HCA 2080, 5 March 1269

There was therefore a clear practical impetus for a move towards a smaller seal, particularly when the introduction of sealing for criminal jury verdicts would have increased the number of documents which required large numbers of attached seals. This occurred concurrent with the general decreasing size of personal seals in the early 14th century and their wider social spread, in part facilitated by improvements in materials and technology. The appearance of similar sized seals on a land transfer charter in Lincolnshire (Dij 72/1/1) dating from the same period would seem to confirm that this was not a phenomenon restricted to Herefordshire.

Dij72/1/1, c.1313

So why, generally, do so few seem to survive? As a result of the paucity of evidence we are largely forced to engage in conjecture here. In cases involving royal justices, was any provision made for the storage of the sealed verdicts, and if so where and for how long? The Statute of Westminster II would seem to imply that at some stage the sight of the sealed verdict was required as proof of the inquest’s judgement. Criminal cases were usually copied out onto rolls of parchment (known as enrolling). Royal government favoured enrolling the verdicts from its various courts and many of these survive from the end of the 13th century. Therefore it is unclear how long it was necessary to hold onto the original verdicts. Possibly after Westminster II the clerks in charge of enrolling were required to see the sealed presentment? Could this have been disposed of straight after enrolment?

While many monasteries and cathedrals maintained cartularies, summaries of the charters granted to them, possession of the original charter with its attached seal remained crucial. Did sealed jury verdicts retain the same importance as charters, i.e. was it theoretically possible for an individual to challenge, say, their own outlawry if the original verdict was no longer in existence? Due to the inherently time-limited nature of a criminal verdict there was, however, less of a need to retain them in the long term in comparison to legal records pertaining to lands or rights.

A comparable case in point are bonds. These were agreements between two or more parties to do or perform some act. Each party would then retain a sealed copy of the agreement or bond. These would have been by far the most common sealed document around, but, due to their temporary nature, most would have been destroyed upon completion of the agreement. The material which survives today is in part the result of chance, and in part the result of the type of documents which needed to be preserved for the long term.

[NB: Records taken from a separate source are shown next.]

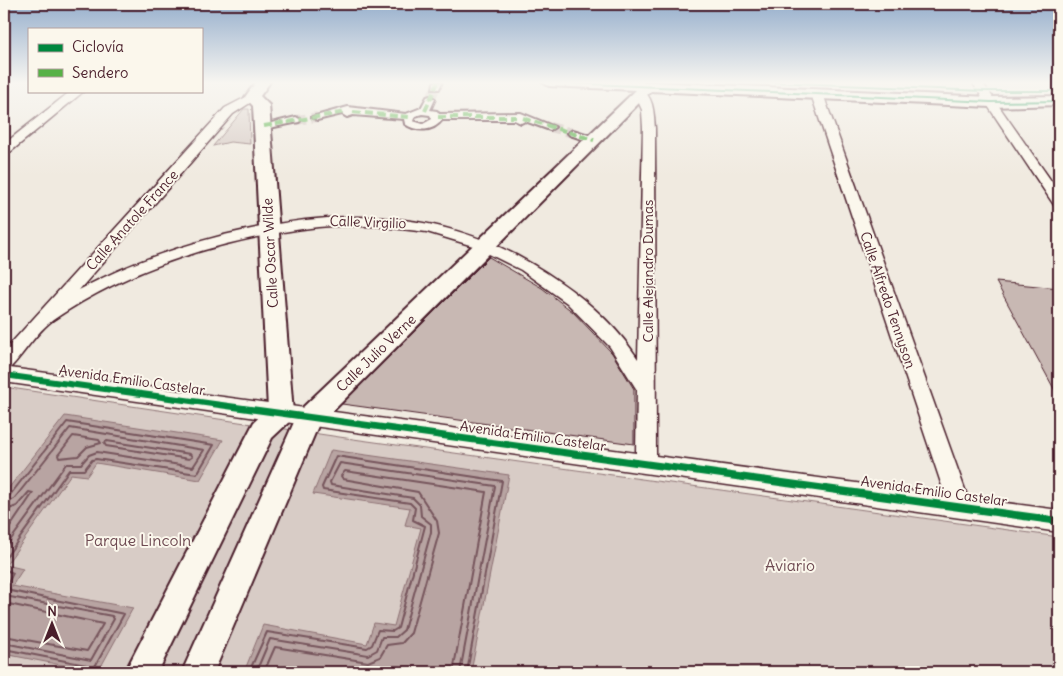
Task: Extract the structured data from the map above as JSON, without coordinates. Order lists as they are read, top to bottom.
{
  "streets": {
    "street": [
      "Calle Anatole France",
      "Calle Virgilio",
      "Calle Oscar Wilde",
      "Calle Alejandro Dumas",
      "Calle Alfredo Tennyson",
      "Calle Julio Verne",
      "Avenida Emilio Castelar"
    ]
  },
  "crossings": [
    ["Calle Anatole France", "Calle Virgilio"],
    ["Calle Virgilio", "Calle Oscar Wilde"],
    ["Calle Virgilio", "Calle Alejandro Dumas"],
    ["Calle Virgilio", "Calle Julio Verne"],
    ["Calle Oscar Wilde", "Avenida Emilio Castelar"],
    ["Calle Alejandro Dumas", "Avenida Emilio Castelar"],
    ["Calle Alfredo Tennyson", "Avenida Emilio Castelar"],
    ["Calle Julio Verne", "Avenida Emilio Castelar"]
  ],
  "parks": ["Parque Lincoln", "Aviario"],
  "legend": ["Ciclovía", "Sendero"],
  "north": "top"
}
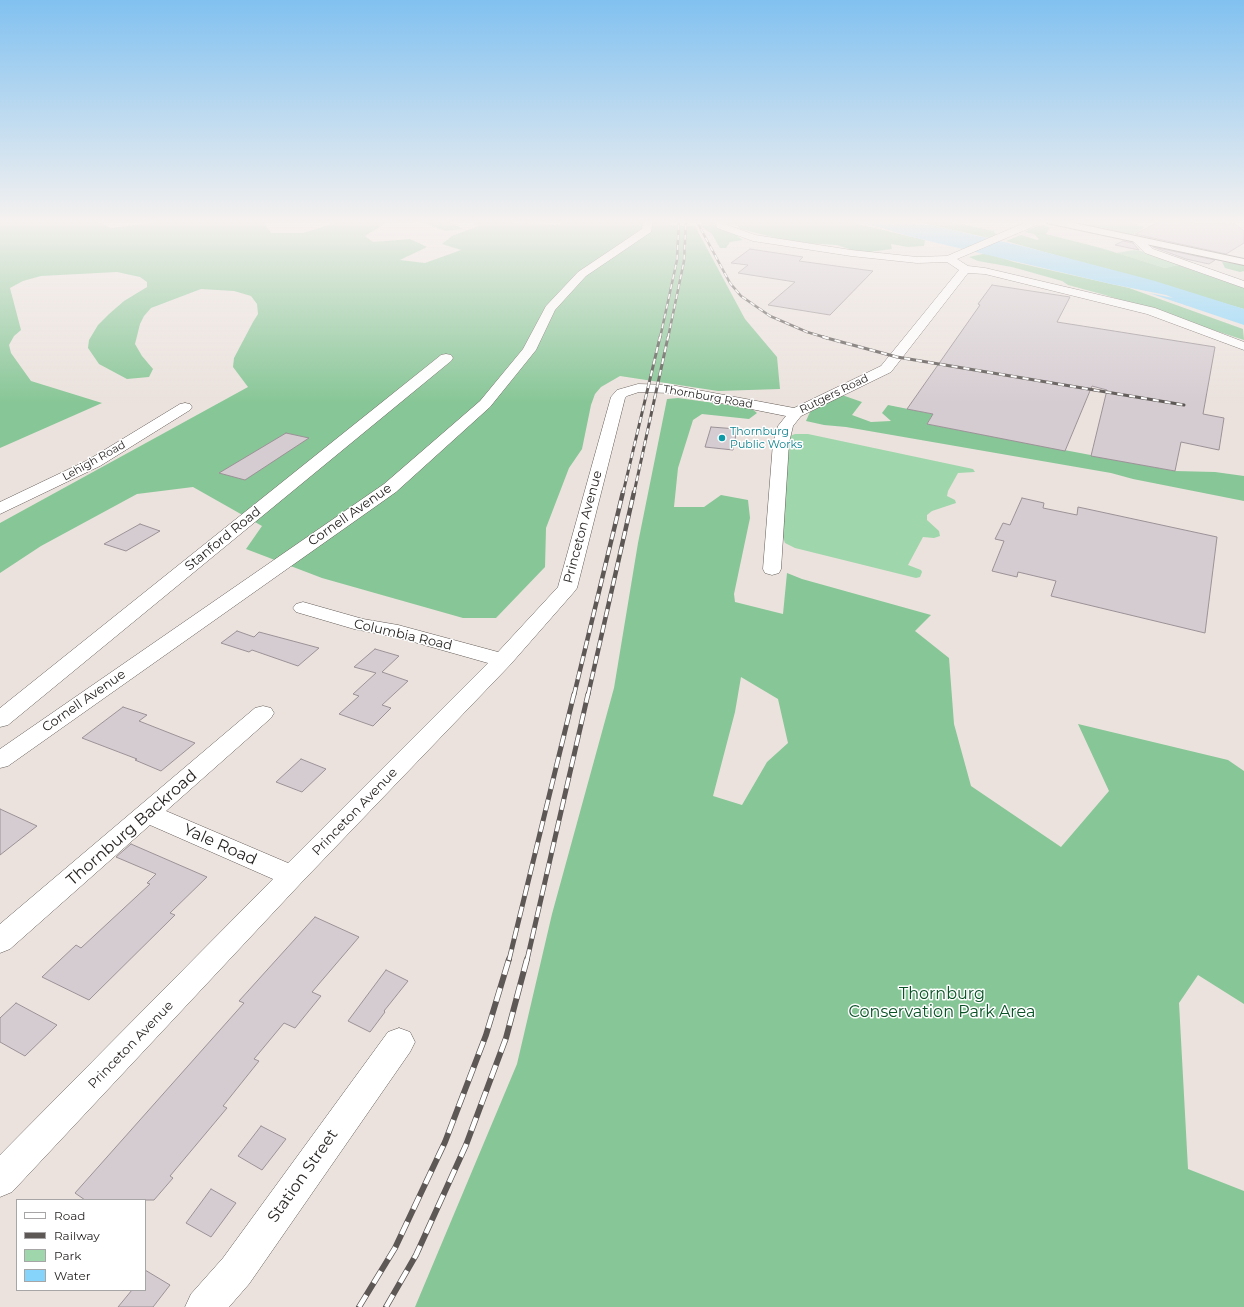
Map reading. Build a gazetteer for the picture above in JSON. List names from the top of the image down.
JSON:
{
  "streets": {
    "street": [
      "Rutgers Road",
      "Thornburg Road",
      "Lehigh Road",
      "Cornell Avenue",
      "Princeton Avenue",
      "Stanford Road",
      "Columbia Road",
      "Thornburg Backroad",
      "Yale Road",
      "Station Street"
    ]
  },
  "crossings": [
    ["Rutgers Road", "Thornburg Road"],
    ["Thornburg Road", "Princeton Avenue"],
    ["Princeton Avenue", "Columbia Road"],
    ["Princeton Avenue", "Yale Road"],
    ["Thornburg Backroad", "Yale Road"]
  ],
  "parks": ["Thornburg Conservation Park Area"],
  "places": ["Thornburg Public Works"],
  "legend": [
    "Road",
    "Railway",
    "Park",
    "Water"
  ]
}
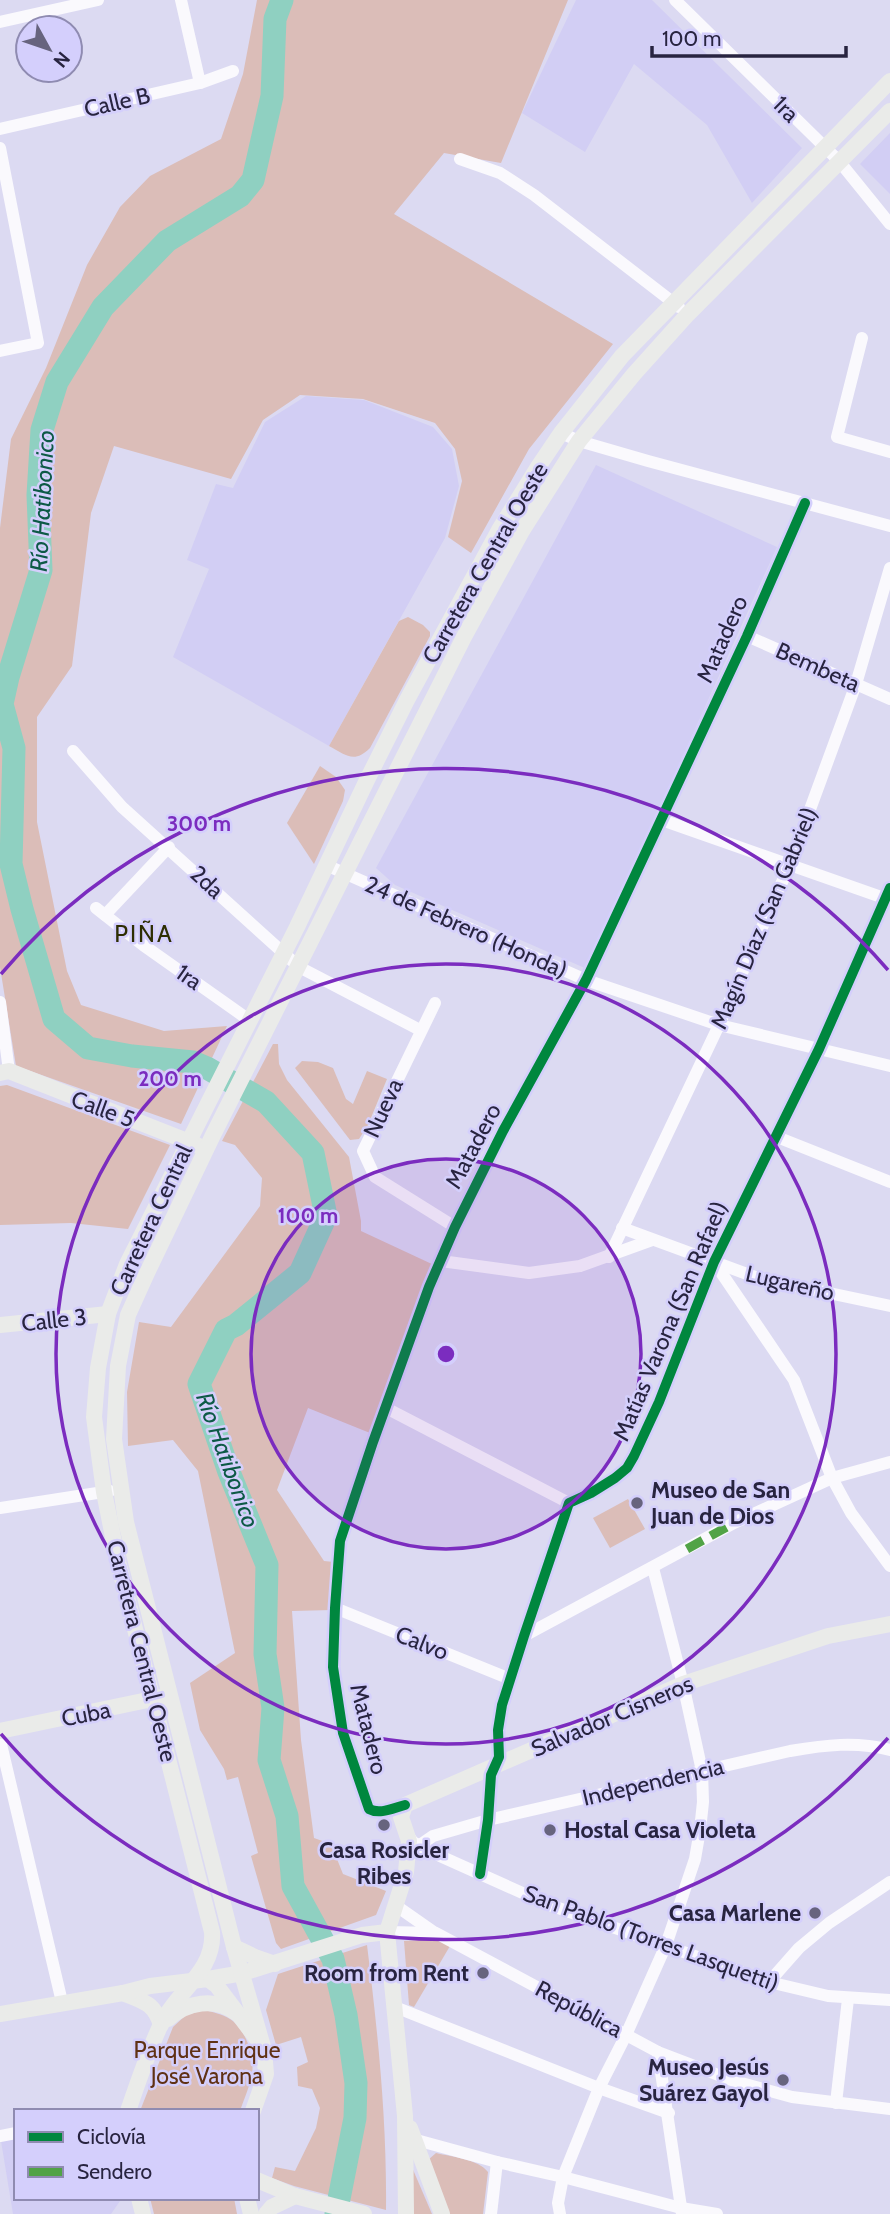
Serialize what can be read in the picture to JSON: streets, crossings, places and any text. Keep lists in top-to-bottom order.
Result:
{
  "streets": {
    "main road": [
      "Carretera Central Oeste",
      "Calle 5",
      "Carretera Central",
      "Calle 3",
      "Cuba",
      "Salvador Cisneros",
      "República"
    ],
    "street": [
      "Calle B",
      "1ra",
      "Matadero",
      "Bembeta",
      "2da",
      "Magín Díaz (San Gabriel)",
      "24 de Febrero (Honda)",
      "Nueva",
      "Lugareño",
      "Matías Varona (San Rafael)",
      "Calvo",
      "Independencia",
      "San Pablo (Torres Lasquetti)"
    ]
  },
  "crossings": [
    ["1ra", "Carretera Central Oeste"],
    ["1ra", "2da"],
    ["Carretera Central Oeste", "2da"],
    ["Carretera Central Oeste", "24 de Febrero (Honda)"],
    ["Carretera Central Oeste", "Calle 5"],
    ["Carretera Central Oeste", "Carretera Central"],
    ["Carretera Central Oeste", "Calle 3"],
    ["Carretera Central Oeste", "Cuba"],
    ["Matadero", "Bembeta"],
    ["Matadero", "24 de Febrero (Honda)"],
    ["Matadero", "Nueva"],
    ["Matadero", "Calvo"],
    ["Matadero", "Salvador Cisneros"],
    ["Bembeta", "Magín Díaz (San Gabriel)"],
    ["Magín Díaz (San Gabriel)", "24 de Febrero (Honda)"],
    ["Magín Díaz (San Gabriel)", "Lugareño"],
    ["24 de Febrero (Honda)", "Matías Varona (San Rafael)"],
    ["Calle 5", "Carretera Central"],
    ["Carretera Central", "Calle 3"],
    ["Lugareño", "Matías Varona (San Rafael)"],
    ["Independencia", "San Pablo (Torres Lasquetti)"]
  ],
  "districts": ["PIÑA"],
  "water": ["Río Hatibonico"],
  "parks": ["Parque Enrique José Varona"],
  "places": [
    "Museo de San Juan de Dios",
    "Casa Rosicler Ribes",
    "Hostal Casa Violeta",
    "Casa Marlene",
    "Room from Rent",
    "Museo Jesús Suárez Gayol"
  ],
  "legend": ["Ciclovía", "Sendero"],
  "scale_bar": "100 m",
  "north": "bottom right",
  "rings": ["300 m", "200 m", "100 m"]
}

In conclusion, the Madley jury verdicts are fascinating chance survivals of what were, in the early 14th century, relatively common documents. They are furthermore a reflection of England’s wider technical and legal evolution over the course of the 13th century, as well as of the increasing centrality of seal use in all parts of society.

Fergus PW Eskola-Oakes

Selected Reading:

- Roger D. Groot, ‘The Early-Thirteenth Century Criminal Jury’, Twelve Good Men and True: The Criminal Trial Jury in England, 1200-1800, eds., J.S. Cockburn and T.A. Green, (Princeton: Princeton University Press, 1988), pp.3-35.

- Bernard William McLane, ‘Juror Attitudes toward Local Disorder: The Evidence of the 1328 Lincolnshire Trailbaston Proceedings’, Twelve Good Men and True: The Criminal Trial Jury in England, 1200-1800, eds., J.S. Cockburn and T.A. Green, (Princeton: Princeton University Press, 1988), pp.36-64.

- John McEwan, ‘Does Size Matter? Seals in England and Wales, ca.1200-1500’, TBC (forthcoming). My thanks to John McEwan for letting me see a copy of his article in advance.

- Bracton: On the Laws and Customs of England, 4 vols., trans. and rev. by Samuel E. Thorne. [accessed online at: http://amesfoundation.law.harvard.edu/Bracton/].

- Statutes of the Realm, vol.1. (London: Dawsons of Pall Mall, reprinted 1963), p.81).